In the above examples, the amount of the heat-expandable microcapsules added to the microbial cellulose is preferably in the range of approximately 0.1 to 50% by weight, and the amount of foaming can be adjusted according to the amount added. it can.

By this method, a cone type, a flat plate,
A diaphragm of any shape such as a dome shape can be manufactured, and the diaphragm can be used as another member such as a dust cap. In addition, the base material does not have to be 100% microbial cellulose, and can be made of carbon fibers, ceramic fibers, liquid crystalline polymer fibers, synthetic pulp (polyethylene, polypropylene, etc.), organic substances such as mica, and inorganic physical properties. It may be a mixture of.

[0015]

As described above, according to the present invention, it is possible to protect forest resources by using microbially produced cellulose.
Since the microbial cellulose was mixed with the foaming agent and foamed, a diaphragm having a desired thickness can be obtained. Further, since the microbial cellulose is microfibrillated cellulose, the foaming agent can be easily captured, and as the foaming agent, heat-expandable microcapsules having good foamability are used, and therefore, the production is easy. . Further, the addition amount of the heat-expandable microcapsules is approximately 0.1 to 50% by weight,
A diaphragm having desired thickness and characteristics can be obtained according to the added amount.
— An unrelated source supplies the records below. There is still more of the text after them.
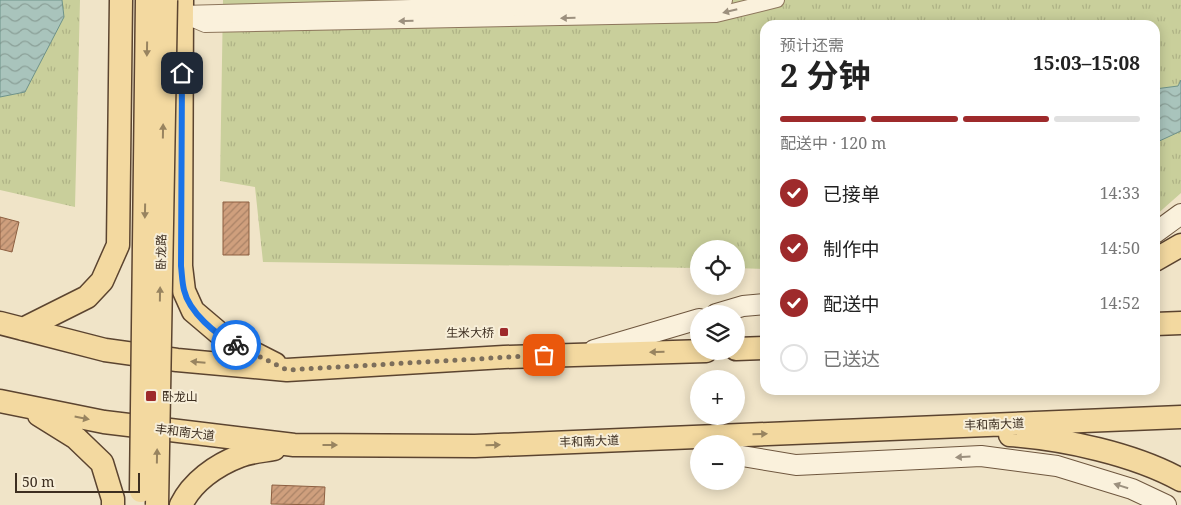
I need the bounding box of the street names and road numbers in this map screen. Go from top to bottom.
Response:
street label: 卧龙路 [152,234,170,270]
street label: 丰和南大道 [964,414,1024,434]
street label: 丰和南大道 [154,420,216,444]
street label: 丰和南大道 [559,431,619,451]

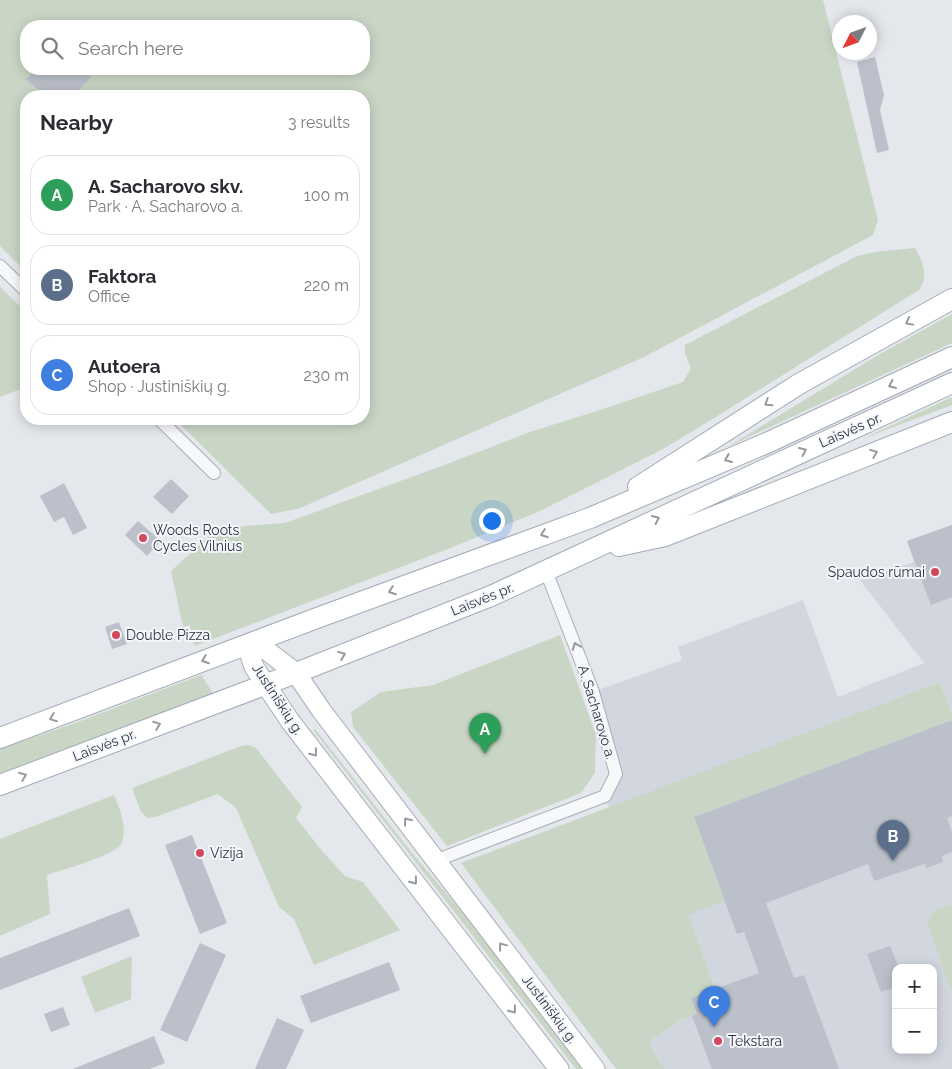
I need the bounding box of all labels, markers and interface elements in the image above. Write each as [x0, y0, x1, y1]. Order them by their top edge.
north arrow [832, 15, 877, 60]
search box [20, 20, 370, 75]
icon: search [38, 34, 66, 62]
text: Search here [78, 37, 184, 59]
text: Nearby [40, 110, 113, 135]
text: 3 results [288, 113, 350, 132]
text: A. Sacharovo skv. [88, 175, 243, 197]
text: A [52, 186, 62, 205]
text: 100 m [304, 186, 349, 205]
text: Park · A. Sacharovo a. [88, 197, 243, 216]
text: Faktora [88, 265, 156, 287]
text: B [52, 276, 62, 295]
text: 220 m [304, 276, 349, 295]
text: Office [88, 287, 130, 306]
one-way arrow [906, 316, 915, 326]
text: Autoera [88, 355, 161, 377]
text: C [52, 366, 62, 385]
text: 230 m [304, 366, 349, 385]
text: Shop · Justiniškių g. [88, 377, 230, 396]
one-way arrow [888, 379, 897, 389]
one-way arrow [765, 397, 774, 407]
street label: Laisvės pr. [817, 409, 883, 451]
one-way arrow [798, 447, 807, 457]
one-way arrow [869, 449, 878, 460]
one-way arrow [724, 453, 733, 464]
your location [479, 508, 505, 534]
one-way arrow [651, 515, 660, 526]
place label: Woods Roots Cycles Vilnius [153, 522, 242, 554]
one-way arrow [540, 528, 549, 539]
marker: Woods Roots Cycles Vilnius [137, 532, 149, 544]
place label: Spaudos rūmai [828, 564, 925, 580]
marker: Spaudos rūmai [929, 566, 941, 578]
street label: Laisvės pr. [448, 579, 516, 619]
one-way arrow [388, 585, 396, 595]
place label: Double Pizza [126, 627, 210, 643]
marker: Double Pizza [110, 629, 122, 641]
one-way arrow [572, 642, 582, 651]
one-way arrow [337, 651, 346, 661]
one-way arrow [201, 654, 210, 664]
street label: Justiniškių g. [249, 661, 307, 737]
street label: A. Sacharovo a. [575, 663, 619, 761]
one-way arrow [49, 712, 58, 722]
pin: A [469, 713, 501, 754]
one-way arrow [152, 721, 161, 731]
street label: Laisvės pr. [70, 726, 138, 764]
one-way arrow [309, 747, 317, 756]
one-way arrow [18, 772, 27, 782]
one-way arrow [405, 818, 413, 827]
pin: B [877, 820, 909, 861]
place label: Vizija [210, 845, 243, 861]
marker: Vizija [194, 847, 206, 859]
one-way arrow [408, 875, 416, 884]
one-way arrow [499, 943, 508, 952]
map controls [892, 964, 937, 1054]
button: + [892, 964, 937, 1009]
street label: Justiniškių g. [519, 972, 581, 1046]
pin: C [698, 986, 730, 1027]
one-way arrow [507, 1004, 516, 1014]
button: − [892, 1009, 937, 1054]
place label: Tekstara [728, 1033, 782, 1049]
marker: Tekstara [712, 1035, 724, 1047]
[Brief description of drawings]

FIG. 1 is a partial cross-sectional view of a diaphragm according to an embodiment of the present invention.
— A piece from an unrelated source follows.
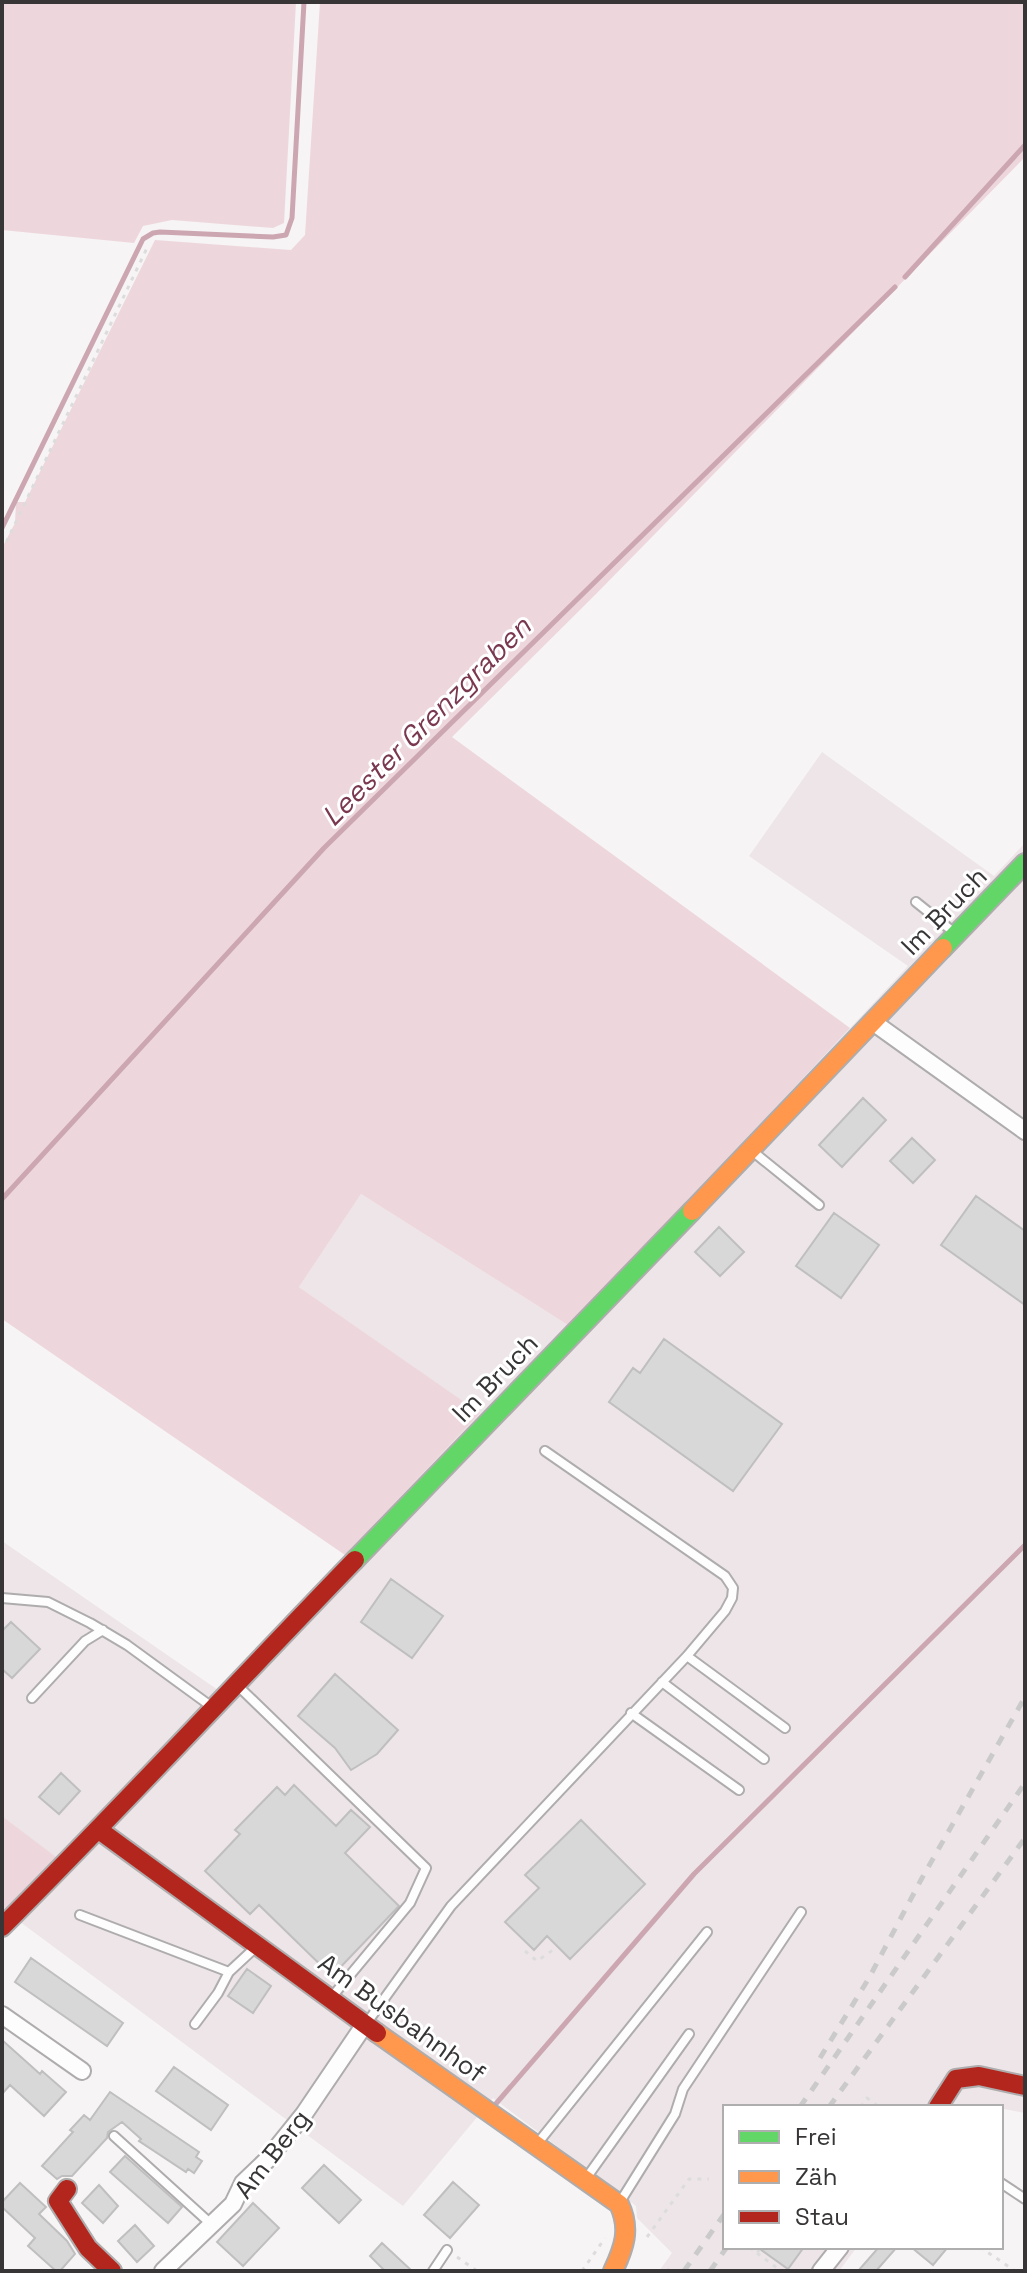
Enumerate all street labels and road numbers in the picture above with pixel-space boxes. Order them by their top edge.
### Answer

FIG. 2 is a partial cross-sectional view of a diaphragm using microbial cellulose composed of microfibrils produced by microorganisms.

[Explanation of symbols]

 1 Vibration plate 2 Molded product 3 Foaming

Claims (2)

[Claims] 1. A vibrating plate for an electroacoustic transducer, characterized in that microbial cellulose composed of microfibrils produced by microorganisms is mixed with a foaming agent for foaming. 2. The foaming agent is composed of heat-expandable microcapsules, and the addition amount of the heat-expandable microcapsules is about 0.1 to 50 relative to the microfibrillated cellulose.
The vibrating plate for an electroacoustic transducer according to claim 1, wherein the vibrating plate is in weight%.